→ Information:
● ● ● ● ●
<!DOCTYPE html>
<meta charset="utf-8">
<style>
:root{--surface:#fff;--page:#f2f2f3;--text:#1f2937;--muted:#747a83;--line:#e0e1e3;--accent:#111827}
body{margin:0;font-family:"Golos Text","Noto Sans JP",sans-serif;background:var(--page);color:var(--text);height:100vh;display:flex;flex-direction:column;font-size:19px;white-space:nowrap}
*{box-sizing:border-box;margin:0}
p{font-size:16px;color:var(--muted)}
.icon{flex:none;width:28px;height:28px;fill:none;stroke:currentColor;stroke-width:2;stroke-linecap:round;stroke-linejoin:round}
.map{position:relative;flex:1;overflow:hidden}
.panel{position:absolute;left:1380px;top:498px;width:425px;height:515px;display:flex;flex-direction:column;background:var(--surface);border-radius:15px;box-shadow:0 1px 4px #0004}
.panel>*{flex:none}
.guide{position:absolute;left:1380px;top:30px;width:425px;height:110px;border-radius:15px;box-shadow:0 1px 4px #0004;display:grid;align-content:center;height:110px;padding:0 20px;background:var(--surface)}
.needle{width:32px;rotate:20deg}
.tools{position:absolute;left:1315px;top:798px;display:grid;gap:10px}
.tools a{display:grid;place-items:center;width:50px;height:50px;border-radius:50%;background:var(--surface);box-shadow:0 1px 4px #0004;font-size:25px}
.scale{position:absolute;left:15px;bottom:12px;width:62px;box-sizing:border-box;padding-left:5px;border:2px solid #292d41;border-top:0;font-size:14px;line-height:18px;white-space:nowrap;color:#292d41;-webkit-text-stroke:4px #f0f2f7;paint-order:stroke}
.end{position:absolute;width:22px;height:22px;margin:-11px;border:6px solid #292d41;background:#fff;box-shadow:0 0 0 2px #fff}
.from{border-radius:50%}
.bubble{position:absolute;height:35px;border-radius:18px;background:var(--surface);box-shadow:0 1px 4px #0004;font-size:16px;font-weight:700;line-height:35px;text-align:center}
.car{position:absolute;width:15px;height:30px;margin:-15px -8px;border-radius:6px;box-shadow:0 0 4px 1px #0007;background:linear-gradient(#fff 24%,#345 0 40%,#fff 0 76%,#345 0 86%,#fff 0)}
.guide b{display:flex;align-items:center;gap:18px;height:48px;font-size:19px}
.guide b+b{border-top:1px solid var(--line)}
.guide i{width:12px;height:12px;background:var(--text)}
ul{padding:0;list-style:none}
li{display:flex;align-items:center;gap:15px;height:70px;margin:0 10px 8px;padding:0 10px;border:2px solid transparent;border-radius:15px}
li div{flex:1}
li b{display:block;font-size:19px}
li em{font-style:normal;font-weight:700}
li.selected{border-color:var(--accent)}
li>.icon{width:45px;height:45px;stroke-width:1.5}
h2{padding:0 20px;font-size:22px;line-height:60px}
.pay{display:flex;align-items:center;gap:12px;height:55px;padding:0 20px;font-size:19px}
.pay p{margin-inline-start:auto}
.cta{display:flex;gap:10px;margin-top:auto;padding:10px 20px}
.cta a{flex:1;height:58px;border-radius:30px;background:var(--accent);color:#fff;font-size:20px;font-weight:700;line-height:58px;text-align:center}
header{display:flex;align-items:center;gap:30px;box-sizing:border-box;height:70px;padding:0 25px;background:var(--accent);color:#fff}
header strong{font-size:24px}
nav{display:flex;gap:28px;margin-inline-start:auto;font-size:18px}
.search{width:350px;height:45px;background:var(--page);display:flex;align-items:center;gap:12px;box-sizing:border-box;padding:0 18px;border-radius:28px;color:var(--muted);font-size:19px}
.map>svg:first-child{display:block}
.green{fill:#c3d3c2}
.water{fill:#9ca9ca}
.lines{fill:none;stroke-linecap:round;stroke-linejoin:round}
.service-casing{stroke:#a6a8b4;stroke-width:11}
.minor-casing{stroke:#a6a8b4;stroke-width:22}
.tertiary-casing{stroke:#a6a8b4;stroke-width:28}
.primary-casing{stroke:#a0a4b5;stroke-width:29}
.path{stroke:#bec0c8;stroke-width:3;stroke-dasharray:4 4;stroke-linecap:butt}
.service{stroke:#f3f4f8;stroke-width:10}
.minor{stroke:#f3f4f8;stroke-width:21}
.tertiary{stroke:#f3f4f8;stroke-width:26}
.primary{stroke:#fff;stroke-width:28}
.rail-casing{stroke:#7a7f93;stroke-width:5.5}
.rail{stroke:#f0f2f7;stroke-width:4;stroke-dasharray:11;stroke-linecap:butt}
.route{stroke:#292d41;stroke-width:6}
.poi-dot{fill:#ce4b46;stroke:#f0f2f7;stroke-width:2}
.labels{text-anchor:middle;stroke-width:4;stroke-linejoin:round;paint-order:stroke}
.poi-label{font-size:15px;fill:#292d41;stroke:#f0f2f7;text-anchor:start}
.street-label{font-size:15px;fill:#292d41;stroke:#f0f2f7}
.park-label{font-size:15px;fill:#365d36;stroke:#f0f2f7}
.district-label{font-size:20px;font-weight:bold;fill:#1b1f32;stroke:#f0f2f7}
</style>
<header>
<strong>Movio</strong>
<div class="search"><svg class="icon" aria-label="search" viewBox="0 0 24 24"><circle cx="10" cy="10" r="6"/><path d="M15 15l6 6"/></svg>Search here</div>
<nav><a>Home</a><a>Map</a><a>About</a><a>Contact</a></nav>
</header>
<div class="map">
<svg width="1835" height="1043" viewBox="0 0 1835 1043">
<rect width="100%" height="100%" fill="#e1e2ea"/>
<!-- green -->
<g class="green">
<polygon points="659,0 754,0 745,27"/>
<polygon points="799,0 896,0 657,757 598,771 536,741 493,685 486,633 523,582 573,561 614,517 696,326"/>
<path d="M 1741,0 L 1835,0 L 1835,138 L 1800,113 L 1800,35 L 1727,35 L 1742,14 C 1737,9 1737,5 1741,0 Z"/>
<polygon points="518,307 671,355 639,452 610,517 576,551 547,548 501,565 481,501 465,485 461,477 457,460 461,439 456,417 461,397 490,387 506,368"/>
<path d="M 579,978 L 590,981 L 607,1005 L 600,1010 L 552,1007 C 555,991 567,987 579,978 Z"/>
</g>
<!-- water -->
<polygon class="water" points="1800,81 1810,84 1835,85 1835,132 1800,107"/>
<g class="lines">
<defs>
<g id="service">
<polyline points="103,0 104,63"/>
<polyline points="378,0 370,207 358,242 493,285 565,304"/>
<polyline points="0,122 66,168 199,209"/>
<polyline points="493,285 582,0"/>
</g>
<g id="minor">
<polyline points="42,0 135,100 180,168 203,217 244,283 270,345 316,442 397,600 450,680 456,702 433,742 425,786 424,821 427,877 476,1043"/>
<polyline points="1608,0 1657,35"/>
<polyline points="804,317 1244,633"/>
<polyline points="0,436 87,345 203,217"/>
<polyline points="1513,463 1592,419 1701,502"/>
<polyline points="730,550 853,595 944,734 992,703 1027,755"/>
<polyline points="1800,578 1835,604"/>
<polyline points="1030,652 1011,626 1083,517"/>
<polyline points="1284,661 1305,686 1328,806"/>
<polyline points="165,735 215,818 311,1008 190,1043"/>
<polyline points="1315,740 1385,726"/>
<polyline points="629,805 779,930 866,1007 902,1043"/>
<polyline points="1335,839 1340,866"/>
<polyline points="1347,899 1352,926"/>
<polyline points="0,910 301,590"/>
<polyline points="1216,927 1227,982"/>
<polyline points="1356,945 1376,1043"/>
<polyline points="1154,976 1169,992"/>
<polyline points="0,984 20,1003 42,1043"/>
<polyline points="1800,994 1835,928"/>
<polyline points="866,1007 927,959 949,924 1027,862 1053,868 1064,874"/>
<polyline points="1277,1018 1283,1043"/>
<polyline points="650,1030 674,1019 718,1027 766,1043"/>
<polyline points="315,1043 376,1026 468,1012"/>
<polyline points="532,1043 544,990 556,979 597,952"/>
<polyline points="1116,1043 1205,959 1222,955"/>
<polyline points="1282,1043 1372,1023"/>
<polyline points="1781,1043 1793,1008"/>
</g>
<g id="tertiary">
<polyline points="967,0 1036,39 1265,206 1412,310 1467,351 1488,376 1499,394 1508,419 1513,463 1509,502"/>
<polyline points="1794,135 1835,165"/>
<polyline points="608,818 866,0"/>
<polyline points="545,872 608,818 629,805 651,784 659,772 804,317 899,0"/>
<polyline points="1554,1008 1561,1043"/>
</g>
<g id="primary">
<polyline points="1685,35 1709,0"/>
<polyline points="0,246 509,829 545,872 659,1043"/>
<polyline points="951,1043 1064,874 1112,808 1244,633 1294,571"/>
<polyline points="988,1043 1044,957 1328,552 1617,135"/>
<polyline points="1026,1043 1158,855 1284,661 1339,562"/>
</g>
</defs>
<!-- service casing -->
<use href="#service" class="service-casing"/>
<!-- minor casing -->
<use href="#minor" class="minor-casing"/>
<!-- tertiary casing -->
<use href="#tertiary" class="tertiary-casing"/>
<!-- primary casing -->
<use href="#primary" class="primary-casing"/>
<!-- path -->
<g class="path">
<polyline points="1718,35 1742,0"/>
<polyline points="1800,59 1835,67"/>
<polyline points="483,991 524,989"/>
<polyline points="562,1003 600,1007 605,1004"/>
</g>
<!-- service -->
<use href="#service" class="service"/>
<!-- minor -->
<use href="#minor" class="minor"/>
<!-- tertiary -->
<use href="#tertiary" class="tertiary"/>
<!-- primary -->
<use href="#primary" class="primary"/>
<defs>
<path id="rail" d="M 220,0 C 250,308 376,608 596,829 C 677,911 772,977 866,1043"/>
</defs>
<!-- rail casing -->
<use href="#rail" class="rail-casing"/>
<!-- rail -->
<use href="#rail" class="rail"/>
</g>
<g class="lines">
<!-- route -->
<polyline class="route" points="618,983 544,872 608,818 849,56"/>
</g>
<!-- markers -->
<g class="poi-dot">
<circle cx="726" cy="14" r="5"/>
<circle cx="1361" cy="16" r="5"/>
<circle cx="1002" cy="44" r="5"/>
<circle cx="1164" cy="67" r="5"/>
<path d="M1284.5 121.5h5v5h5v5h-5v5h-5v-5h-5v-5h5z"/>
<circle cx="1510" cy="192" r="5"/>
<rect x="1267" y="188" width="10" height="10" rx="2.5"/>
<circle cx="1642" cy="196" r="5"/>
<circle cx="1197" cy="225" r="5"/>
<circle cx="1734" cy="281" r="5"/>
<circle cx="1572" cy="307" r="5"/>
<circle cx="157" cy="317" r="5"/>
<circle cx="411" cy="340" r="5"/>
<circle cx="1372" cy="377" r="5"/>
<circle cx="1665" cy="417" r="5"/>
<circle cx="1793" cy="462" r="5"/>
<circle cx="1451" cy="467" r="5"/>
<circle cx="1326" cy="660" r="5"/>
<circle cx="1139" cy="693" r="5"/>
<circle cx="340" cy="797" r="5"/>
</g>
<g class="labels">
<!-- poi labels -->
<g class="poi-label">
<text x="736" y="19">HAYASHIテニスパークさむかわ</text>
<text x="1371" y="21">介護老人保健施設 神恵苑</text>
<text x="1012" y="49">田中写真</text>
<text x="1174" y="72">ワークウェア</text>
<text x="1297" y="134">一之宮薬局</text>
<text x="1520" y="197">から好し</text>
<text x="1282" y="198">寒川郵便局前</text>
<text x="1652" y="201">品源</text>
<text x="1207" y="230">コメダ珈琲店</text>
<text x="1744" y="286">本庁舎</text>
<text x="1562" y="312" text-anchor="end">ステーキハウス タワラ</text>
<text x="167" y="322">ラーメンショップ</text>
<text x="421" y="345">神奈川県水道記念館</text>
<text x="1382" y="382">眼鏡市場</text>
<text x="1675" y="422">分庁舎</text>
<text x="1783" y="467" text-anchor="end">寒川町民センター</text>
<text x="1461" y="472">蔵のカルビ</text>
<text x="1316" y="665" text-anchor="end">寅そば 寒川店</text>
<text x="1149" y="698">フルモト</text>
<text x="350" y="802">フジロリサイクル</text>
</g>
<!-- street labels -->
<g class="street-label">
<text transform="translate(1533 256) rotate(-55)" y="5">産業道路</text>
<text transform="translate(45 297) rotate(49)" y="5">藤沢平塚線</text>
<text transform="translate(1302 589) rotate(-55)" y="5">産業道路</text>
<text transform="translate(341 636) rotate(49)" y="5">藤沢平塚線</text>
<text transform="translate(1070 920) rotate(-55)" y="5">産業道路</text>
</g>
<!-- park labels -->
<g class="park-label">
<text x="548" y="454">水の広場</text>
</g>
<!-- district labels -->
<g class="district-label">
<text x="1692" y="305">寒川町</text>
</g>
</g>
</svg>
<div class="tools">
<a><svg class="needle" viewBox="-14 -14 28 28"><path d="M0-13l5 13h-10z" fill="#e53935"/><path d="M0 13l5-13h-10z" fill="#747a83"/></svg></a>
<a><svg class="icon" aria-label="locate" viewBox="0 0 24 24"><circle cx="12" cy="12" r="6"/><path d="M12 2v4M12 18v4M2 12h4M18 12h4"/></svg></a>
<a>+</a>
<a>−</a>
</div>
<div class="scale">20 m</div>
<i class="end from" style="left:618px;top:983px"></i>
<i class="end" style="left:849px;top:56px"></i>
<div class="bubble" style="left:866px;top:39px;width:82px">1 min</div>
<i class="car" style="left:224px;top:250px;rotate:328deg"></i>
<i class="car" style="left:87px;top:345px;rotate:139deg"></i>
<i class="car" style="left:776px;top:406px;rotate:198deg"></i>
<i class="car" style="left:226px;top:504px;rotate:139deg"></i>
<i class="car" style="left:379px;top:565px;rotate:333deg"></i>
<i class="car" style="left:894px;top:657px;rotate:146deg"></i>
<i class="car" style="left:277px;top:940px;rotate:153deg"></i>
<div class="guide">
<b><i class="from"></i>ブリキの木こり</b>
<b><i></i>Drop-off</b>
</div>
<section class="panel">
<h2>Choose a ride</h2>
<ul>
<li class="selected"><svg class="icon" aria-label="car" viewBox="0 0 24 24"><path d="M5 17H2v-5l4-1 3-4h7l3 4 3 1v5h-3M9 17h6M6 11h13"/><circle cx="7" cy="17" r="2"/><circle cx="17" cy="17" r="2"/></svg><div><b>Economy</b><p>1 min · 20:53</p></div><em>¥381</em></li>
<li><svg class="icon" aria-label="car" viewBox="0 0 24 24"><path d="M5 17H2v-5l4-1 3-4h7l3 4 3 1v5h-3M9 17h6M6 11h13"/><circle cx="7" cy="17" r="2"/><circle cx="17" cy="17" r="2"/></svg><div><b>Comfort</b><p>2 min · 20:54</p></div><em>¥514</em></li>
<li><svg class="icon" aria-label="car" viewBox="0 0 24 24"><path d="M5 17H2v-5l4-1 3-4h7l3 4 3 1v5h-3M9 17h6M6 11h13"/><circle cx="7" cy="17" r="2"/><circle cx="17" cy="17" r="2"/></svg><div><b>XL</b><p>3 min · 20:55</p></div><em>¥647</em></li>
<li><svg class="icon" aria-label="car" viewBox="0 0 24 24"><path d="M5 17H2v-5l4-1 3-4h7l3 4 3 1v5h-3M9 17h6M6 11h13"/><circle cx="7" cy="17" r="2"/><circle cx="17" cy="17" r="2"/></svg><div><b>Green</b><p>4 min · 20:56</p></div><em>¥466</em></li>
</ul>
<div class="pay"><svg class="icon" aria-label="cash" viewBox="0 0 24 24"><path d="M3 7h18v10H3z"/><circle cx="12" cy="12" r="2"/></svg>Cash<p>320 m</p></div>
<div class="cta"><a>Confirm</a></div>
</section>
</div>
● ● ● ● ●
When the string "paint" appears in a line of the records above, that line is to be copied.

→ Output of the exercise:
.scale{position:absolute;left:15px;bottom:12px;width:62px;box-sizing:border-box;padding-left:5px;border:2px solid #292d41;border-top:0;font-size:14px;line-height:18px;white-space:nowrap;color:#292d41;-webkit-text-stroke:4px #f0f2f7;paint-order:stroke}
.labels{text-anchor:middle;stroke-width:4;stroke-linejoin:round;paint-order:stroke}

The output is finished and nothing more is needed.